As +NCR has already mentioned, I am working on the PyPEELF Tasks viewer, and one feature we wanted to integrate there was a (first simple) dumper. Let me tell you some of the issues I faced during the experiment.
I am relatively new to reverse engineering topics and then, before getting hands dirty, I had been reading a little more on PE format and how executables are load into memory (I really recommend Iczelion's Tutorials). We should notice, for example, that a process mapped on memory has a different section alignment respect to the original one in the file, and that is also why virtual vs. raw section offsets and sizes differ.
Consequently, if we manage to get the base address in memory where process was loaded and its image size, we can read the process memory and write it to a file. However it would not be enough to get a functional executable, since we have seen that the mapping of the process in memory could be different from the raw data in the file (i.e. the file alignments and the fields that describe the raw sections will not be correct for the saved file).
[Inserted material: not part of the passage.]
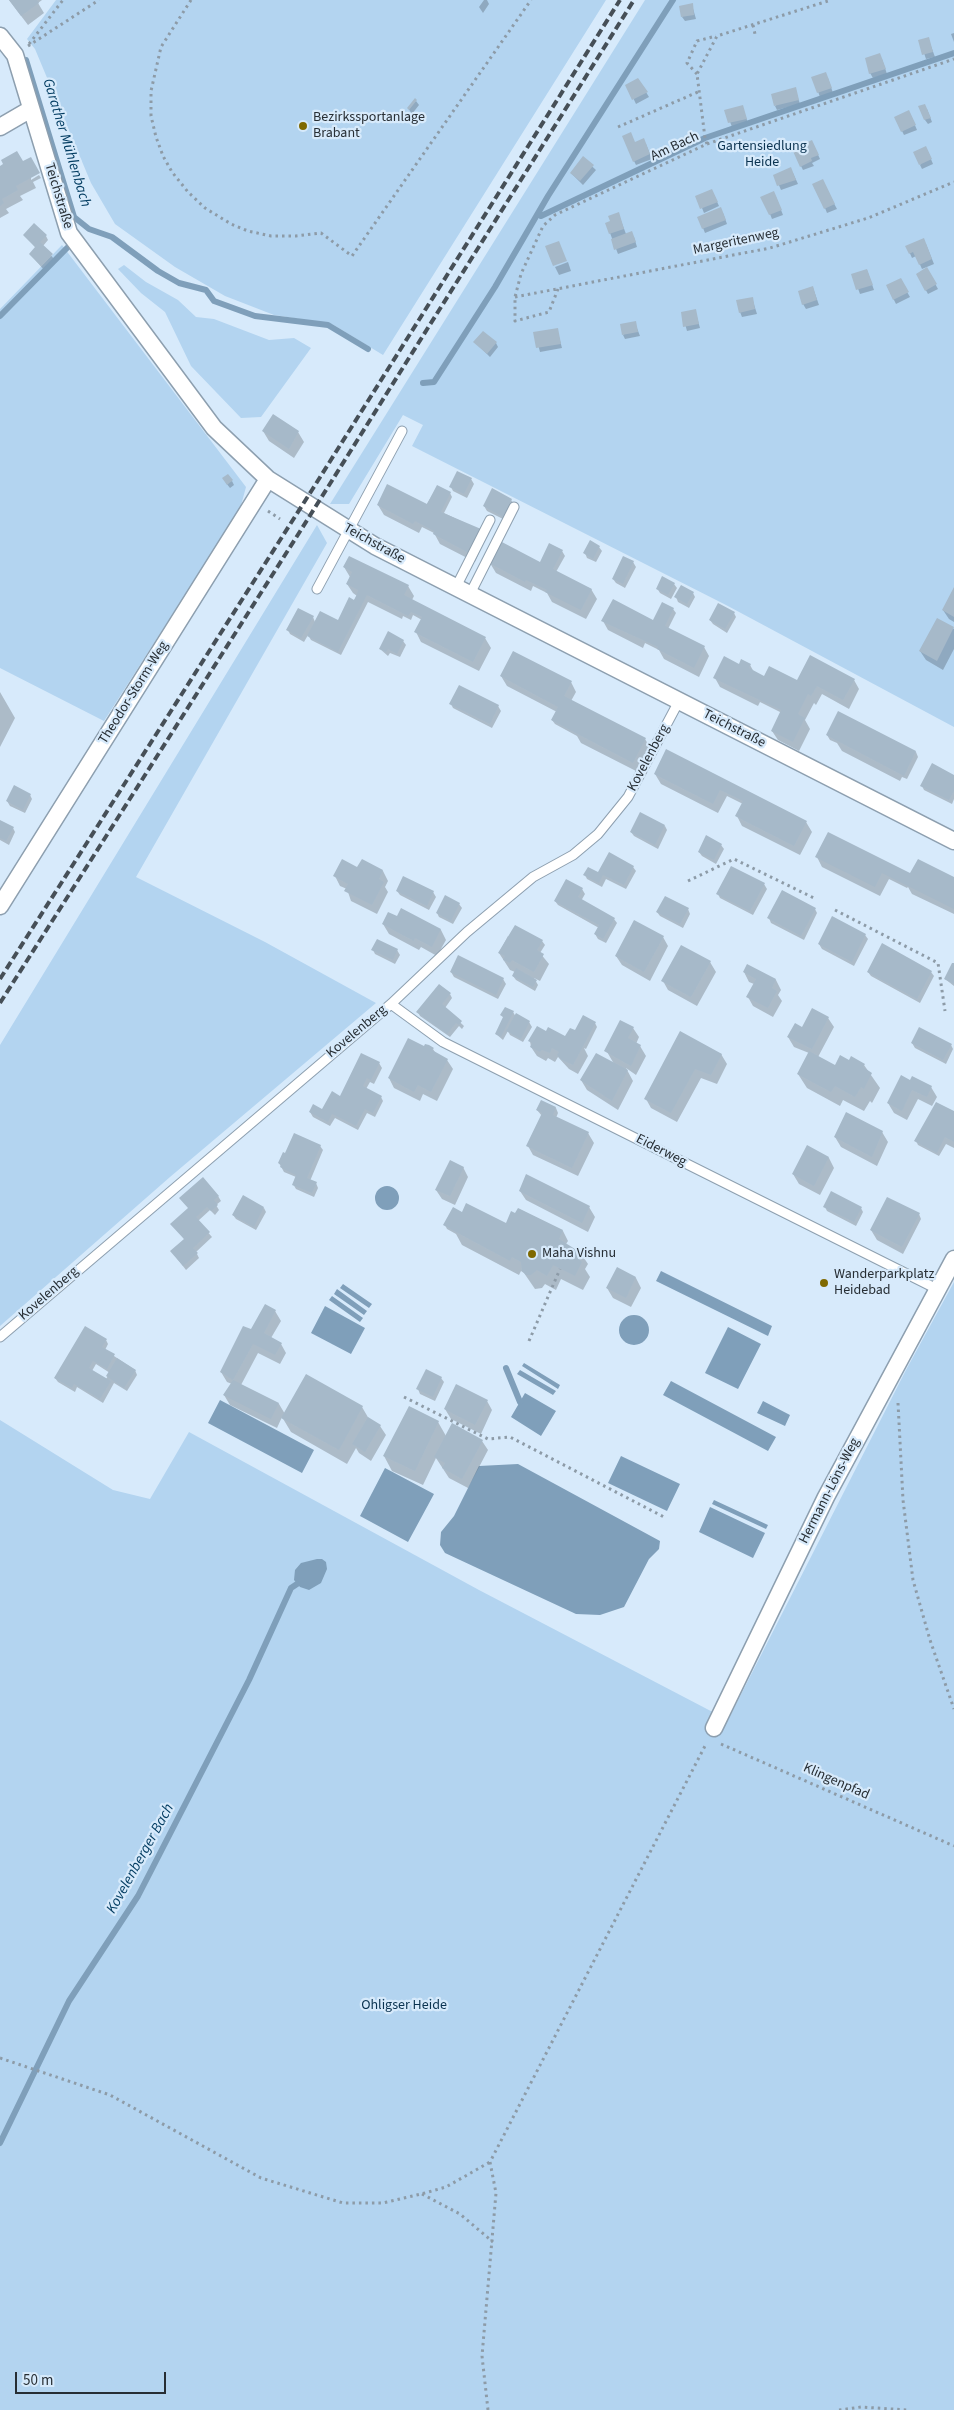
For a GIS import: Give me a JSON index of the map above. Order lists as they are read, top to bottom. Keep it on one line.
{"streets":{"street":["Teichstraße","Theodor-Storm-Weg","Hermann-Löns-Weg"],"lane":["Kovelenberg","Eiderweg"],"path":["Am Bach","Margeritenweg","Klingenpfad"]},"crossings":[["Am Bach","Margeritenweg"],["Teichstraße","Theodor-Storm-Weg"],["Teichstraße","Kovelenberg"],["Kovelenberg","Eiderweg"],["Eiderweg","Hermann-Löns-Weg"],["Hermann-Löns-Weg","Klingenpfad"]],"water":["Garather Mühlenbach","Kovelenberger Bach"],"parks":["Gartensiedlung Heide","Ohligser Heide"],"places":["Bezirkssportanlage Brabant","Maha Vishnu","Wanderparkplatz Heidebad"],"scale_bar":"50 m"}
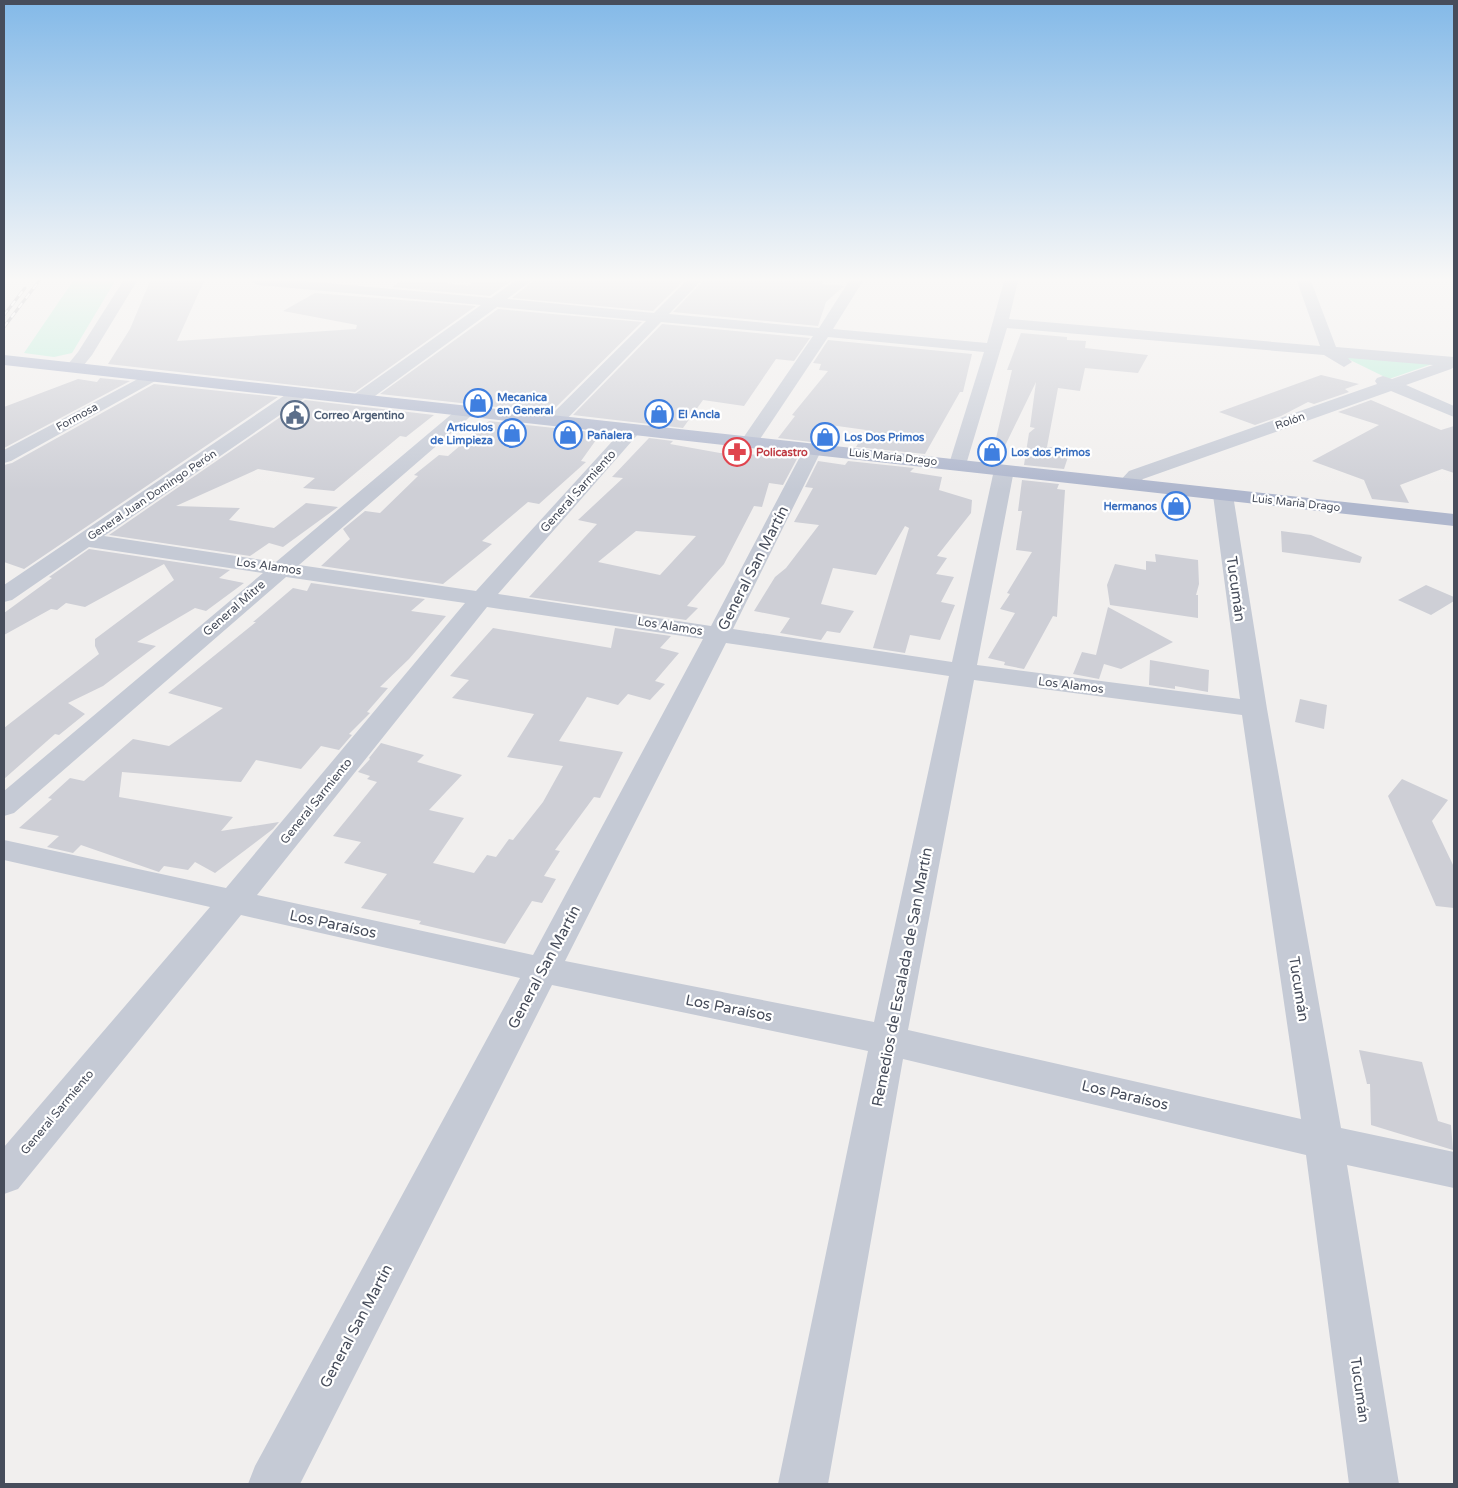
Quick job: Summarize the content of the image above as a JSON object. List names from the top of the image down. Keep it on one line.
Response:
{"streets":{"main road":["Luis María Drago"],"street":["Formosa","Rolón","General Sarmiento","General Juan Domingo Perón","Los Alamos","General San Martín","Tucumán","General Mitre","Los Paraísos","Remedios de Escalada de San Martín"]},"crossings":[["Formosa","Luis María Drago"],["Rolón","Luis María Drago"],["Luis María Drago","General Sarmiento"],["Luis María Drago","General Juan Domingo Perón"],["Luis María Drago","General San Martín"],["Luis María Drago","Tucumán"],["Luis María Drago","General Mitre"],["Luis María Drago","Remedios de Escalada de San Martín"],["General Sarmiento","Los Alamos"],["General Sarmiento","Los Paraísos"],["General Juan Domingo Perón","Los Alamos"],["Los Alamos","General San Martín"],["Los Alamos","Tucumán"],["Los Alamos","General Mitre"],["Los Alamos","Remedios de Escalada de San Martín"],["General San Martín","Los Paraísos"],["Tucumán","Los Paraísos"],["Los Paraísos","Remedios de Escalada de San Martín"]],"places":{"shop":["Mecanica en General","El Ancla","Articulos de Limpieza","Pañalera","Los Dos Primos","Los dos Primos","Hermanos"],"public building":["Correo Argentino"],"pharmacy":["Policastro"]}}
Then, we should fix those PE headers to match the alignments and sections information as dumped from memory.
How is it implemented? Well, most of the development around running processes is based on the capabilities of winappdbg, that provides us a way to get the needed process information and access to Windows API. On the other hand, to update and fix the PE headers and finally write the dump to a file, we use the pefile module.
And that is it, this was a shortened and simplified story of how PyPEELF got its process dumper.